Assigned task:
All lines with the word "this" in the material below are required.
━━━━━━━━
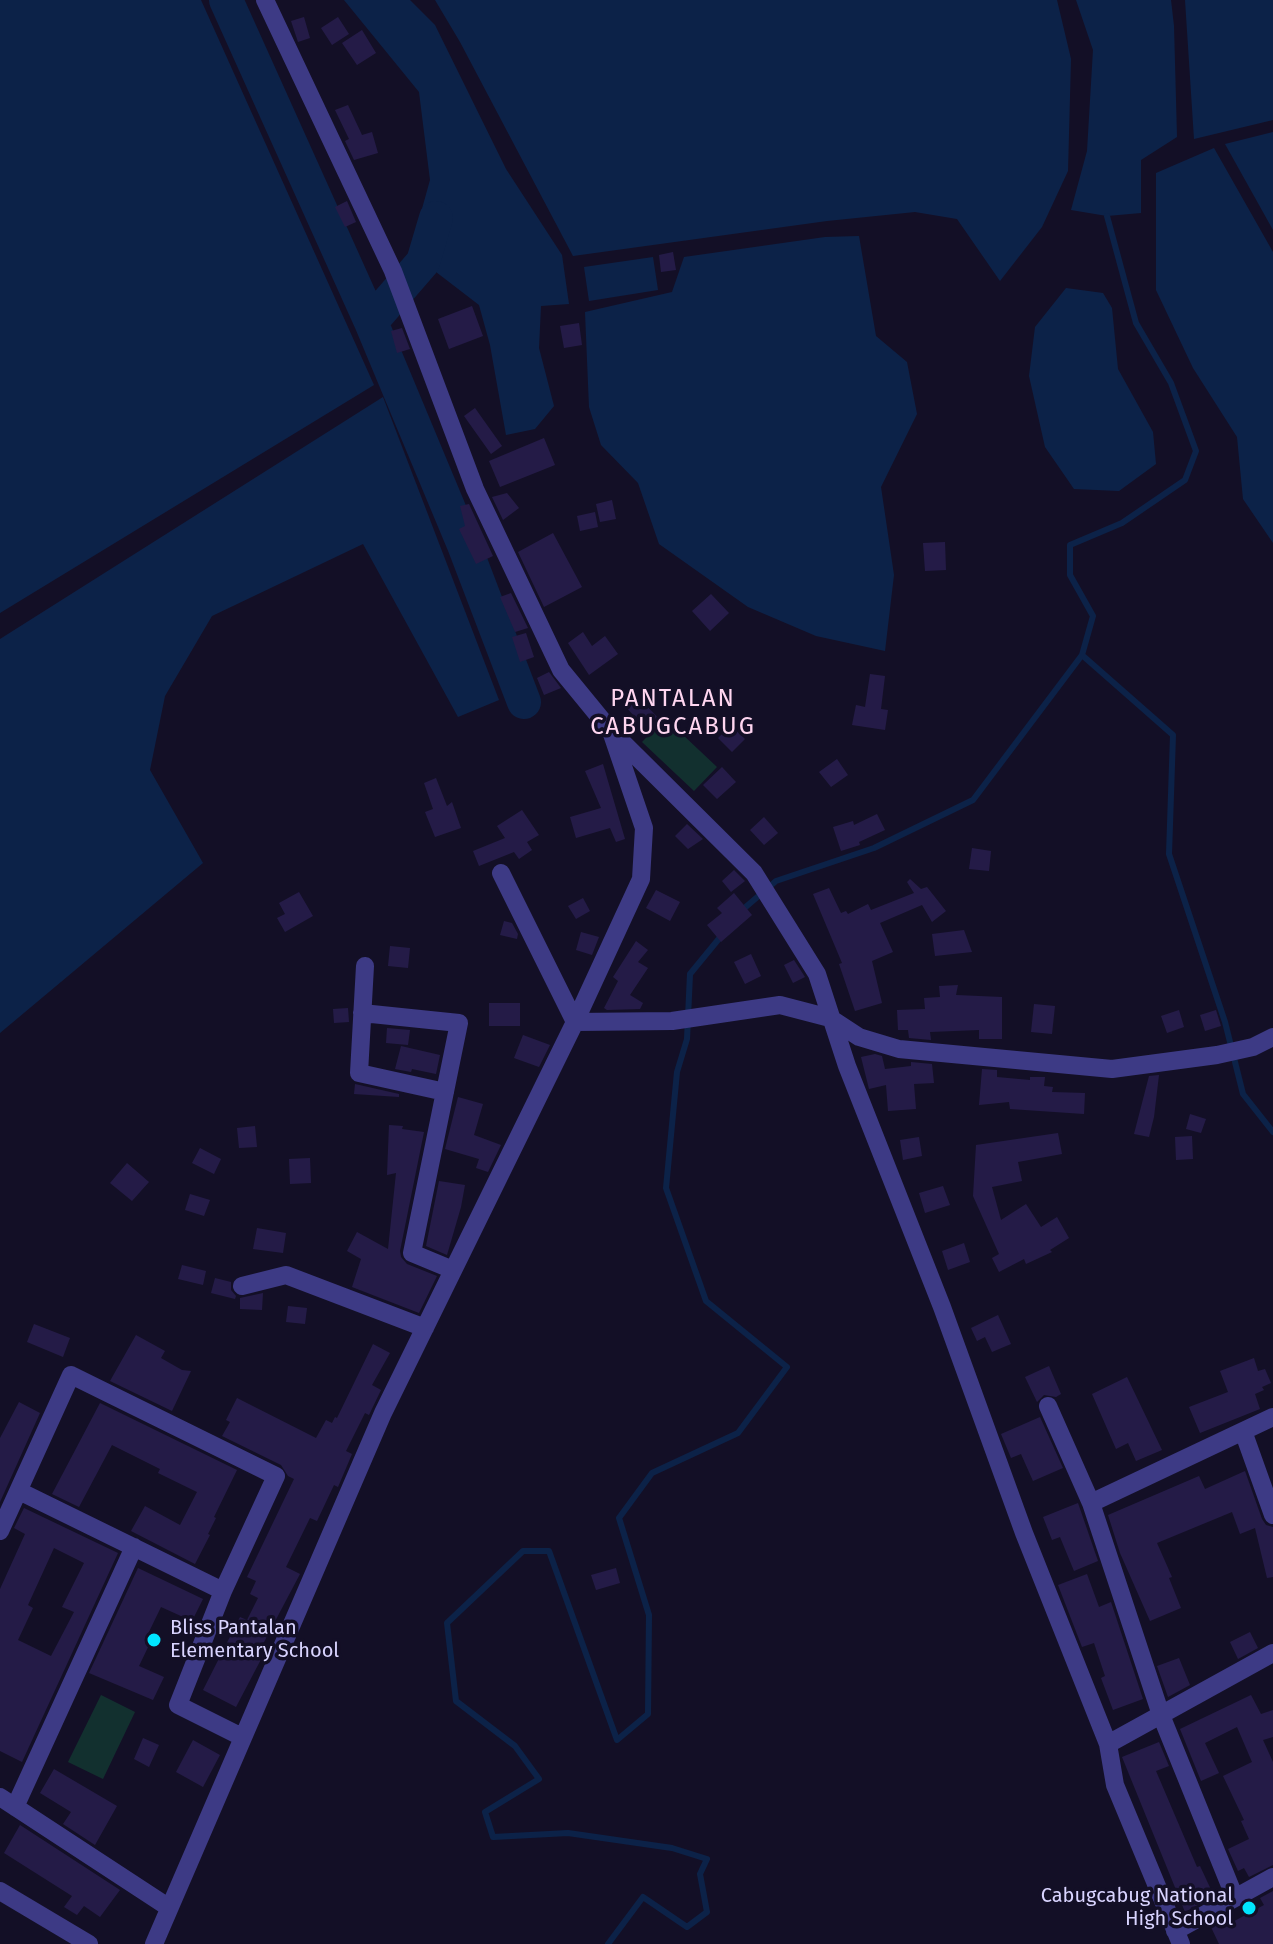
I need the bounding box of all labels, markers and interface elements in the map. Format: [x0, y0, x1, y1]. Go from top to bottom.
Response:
district label: PANTALAN CABUGCABUG [590, 685, 756, 741]
place label: Bliss Pantalan Elementary School [170, 1616, 339, 1663]
marker: Bliss Pantalan Elementary School [145, 1631, 163, 1649]
place label: Cabugcabug National High School [1041, 1884, 1233, 1931]
marker: Cabugcabug National High School [1240, 1899, 1258, 1917]

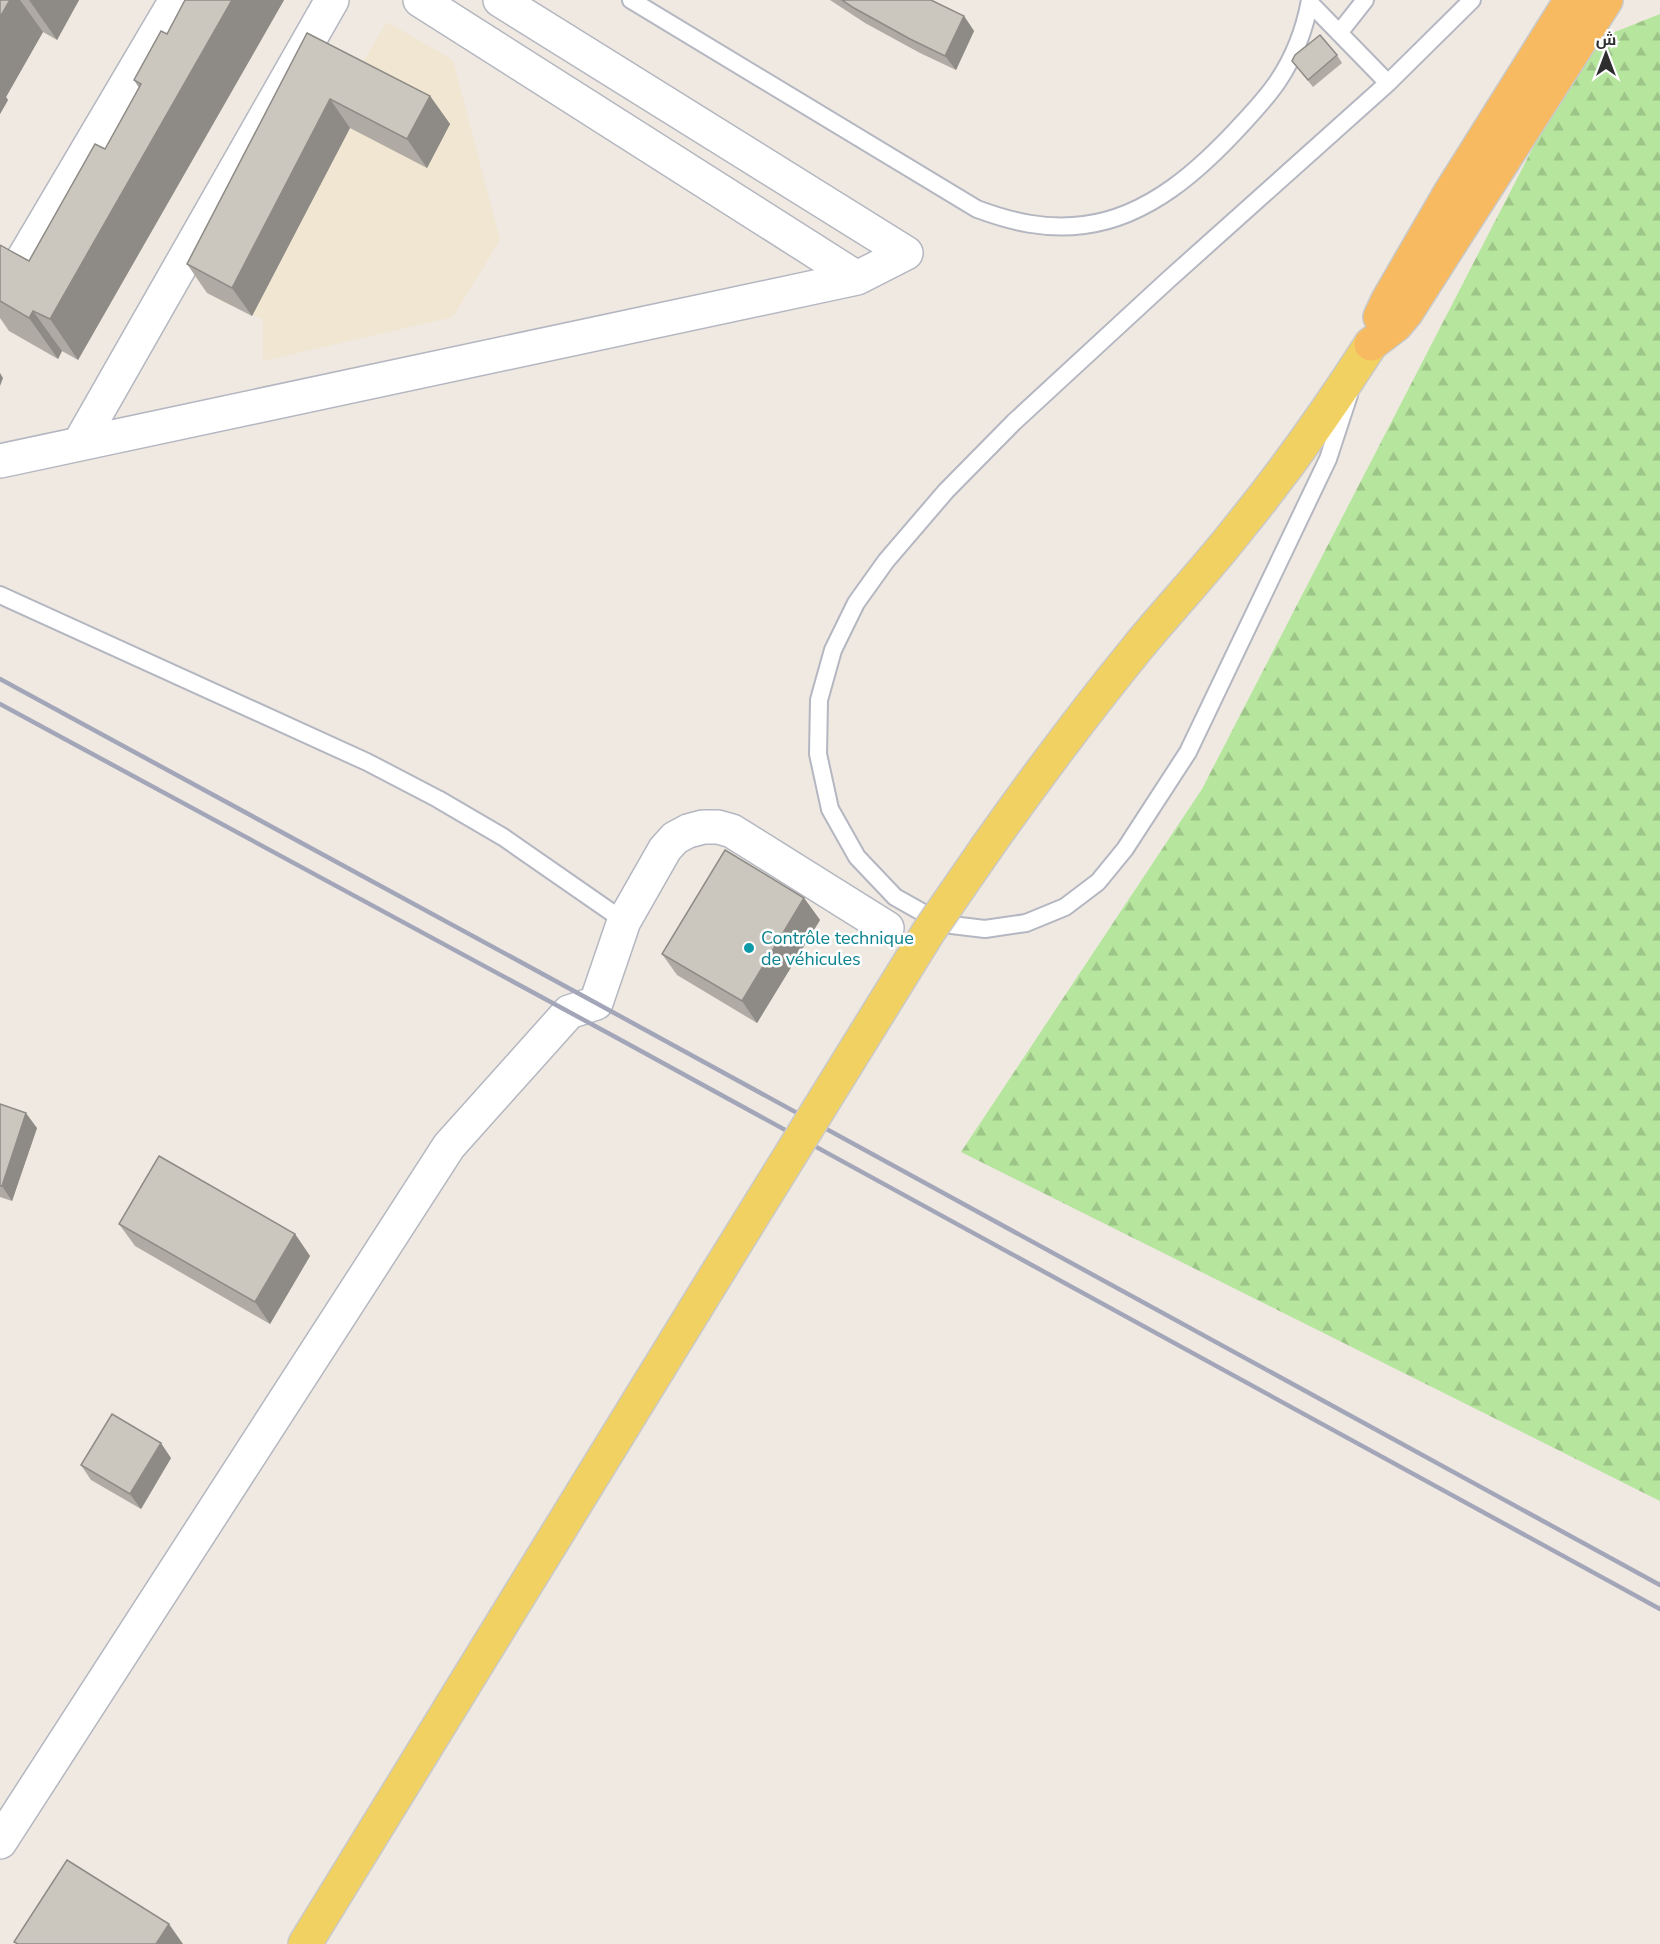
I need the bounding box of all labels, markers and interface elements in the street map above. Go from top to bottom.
north arrow [1576,24,1636,84]
text: ش [1596,29,1616,51]
place label: Contrôle technique de véhicules [761,926,914,971]
marker: Contrôle technique de véhicules [742,941,756,955]

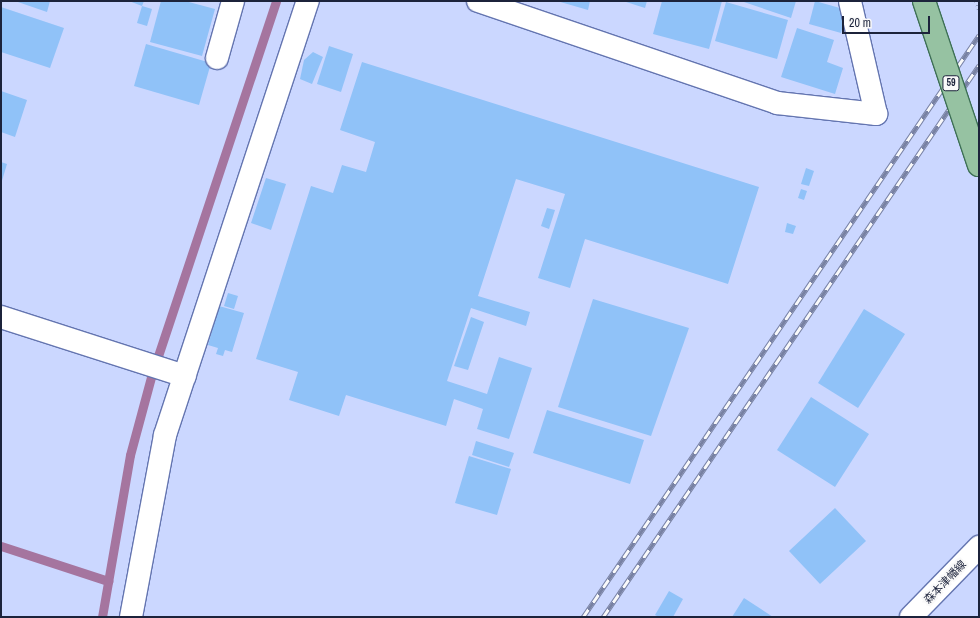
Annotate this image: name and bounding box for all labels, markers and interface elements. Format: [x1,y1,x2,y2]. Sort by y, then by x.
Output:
scale bar [844,8,932,34]
text: 20 m [849,15,871,31]
road number: 59 [942,75,960,91]
street label: 森本津幡線 [921,558,969,606]

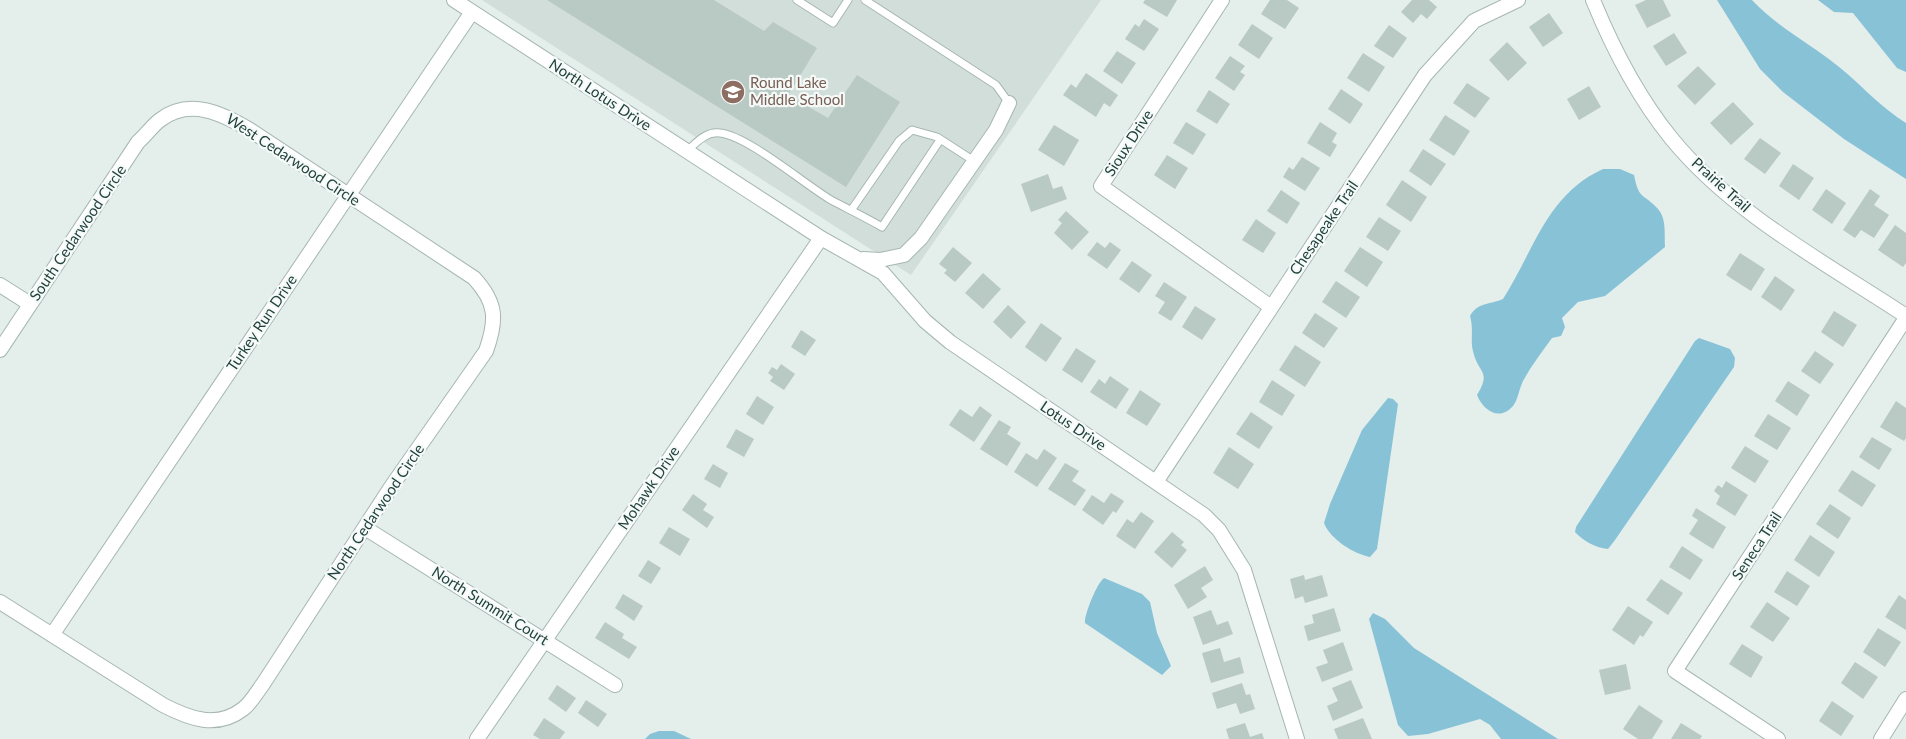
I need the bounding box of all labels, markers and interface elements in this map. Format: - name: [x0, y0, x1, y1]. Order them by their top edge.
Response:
━━━━━━━━
Task response:
Annotate this image: name and bounding box for all labels, markers and interface elements. Format: [x1,y1,x2,y2]. Sort by y, then by x.
I need the bounding box of all labels, markers and interface elements in this map. Format: - name: [x0, y0, x1, y1]. Order them by their top edge.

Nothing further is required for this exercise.